[PATCH][x86] Teach how to combine a vselect into a movss/movsd.

Fri Jan 17 12:16:26 PST 2014

Thanks for working on this Andrea. The transformation itself is okay, but I am worried about problems that may show up if this optimization were to fire up too early before other optimizations have a chance to optimize this select. This is really a lowering transformation I mention this because very few optimizations can (or should have to) optimize x86 specific nodes. For example, maybe A and B could be optimized into constants at some point but this optimization would prevent us from doing anything about it.  I suggest that you make sure that this optimization only runs after the operations are legalized. 

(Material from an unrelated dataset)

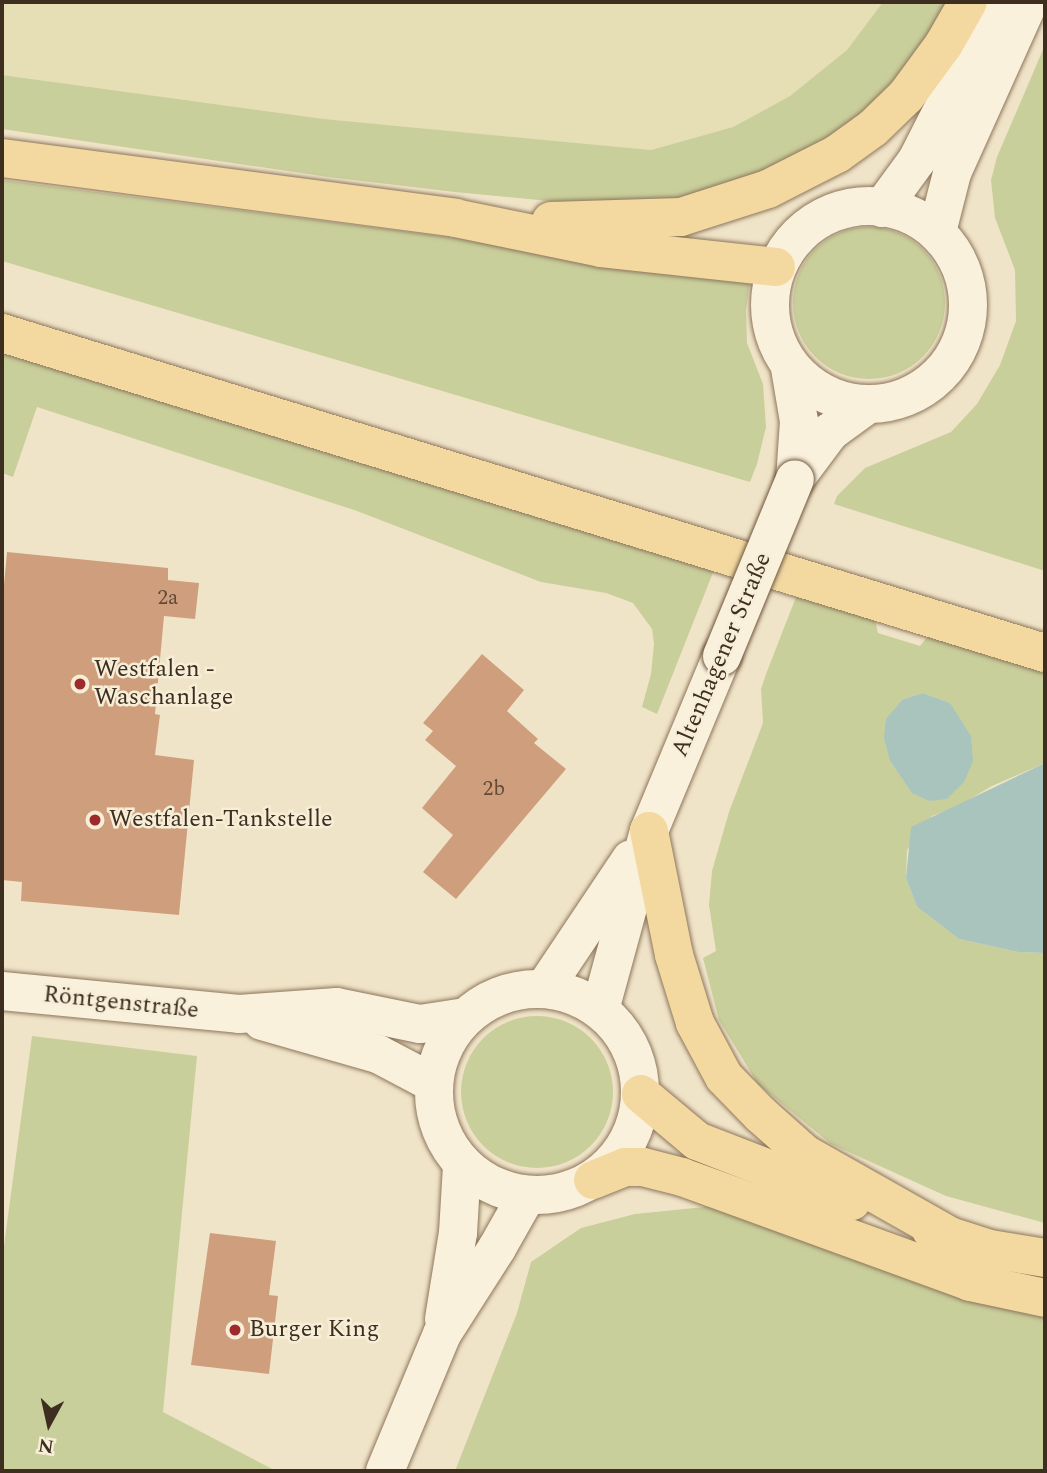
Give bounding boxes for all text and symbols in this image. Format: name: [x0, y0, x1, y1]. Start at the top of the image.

On Jan 16, 2014, at 5:42 AM, Andrea Di Biagio <andrea.dibiagio at gmail.com> wrote:

> Hi,
> 
> this patch teaches the x86 backend how to combine vselect dag nodes
> into movss/movsd when possible.
> 
> If the vector type of the operands of the vselect is either
> MVT::v4i32 or MVT::v4f32, then we can fold according to the following rules:
> 
> 1.  fold (vselect (build_vector (0, -1, -1, -1)), A, B) -> (movss A, B);
> 2.  fold (vselect (build_vector (-1, 0, 0, 0)), A, B) -> (movss B, A)
> 
> If the vector type of the operands of the vselect is either
> MVT::v2i64 or MVT::v2f64 (and we have SSE2) , then we can fold
> according to the following rules:
> 
>  3.  fold (vselect (build_vector (0, -1)), A, B) -> (movsd A, B)
>  4.  fold (vselect (build_vector (-1, 0)), A, B) -> (movsd B, A)
> 
> I added extra test cases to file 'test/CodeGen/X86/vselect.ll' in
> order to verify that we correctly select movss/movsd instructions.
> 
> Before this change, the backend only knew how to lower a shufflevector
> into a X86Movss/X86Movsd, but not how to do the same with vselect dag
> nodes.
> For that reason, all the ISel patterns introduced at r197145
> http://llvm.org/viewvc/llvm-project?view=revision&revision=197145
> were only matched if the X86Movss/X86Movsd were obtained from the
> custom lowering of a shufflevector.
> 
> With this change, the backend is now able to combine vselect into
> X86Movss and therefore it can reuse the patterns from revision 197145
> to further simplify packed vector arithmetic operations.
> 
> I added new test-cases in 'test/CodeGen/X86/sse-scalar-fp-arith-2.ll'
> to verify that now we correctly select SSE/AVX scalar fp instructions
> from a packed arithmetic instruction followed by a vselect.
> 
> After this change, the following tests started failing because they
> always expected blendvps/blendvpd instructions in the output assembly:
>  test/CodeGen/X86/sse2-blend.ll
>  test/CodeGen/X86/avx-blend.ll
>  test/CodeGen/X86/blend-msb.ll
>  test/CodeGen/X86/sse41-blend.ll
> 
> Now the backend knows how to efficiently emit movss/movsd and
> therefore all the failing cases are expected failures (that is because
> the backend knows how to select movss/movsd and not only
> blendvps/blendvpd).
> 
> I modified those failing tests so that - when possible - the generated
> assembly still contains the expected blendvps/blendvpd(see for example
> how I changed avx-blend.ll).
> In all other cases I just changed the CHECK lines to verify that we
> produce a movss/movsd.
> 
> Please let me know if ok to submit.
> 
> Thanks,
> Andrea Di Biagio
> SN Systems - Sony Computer Entertainment Group.
> <patch-vselect.diff>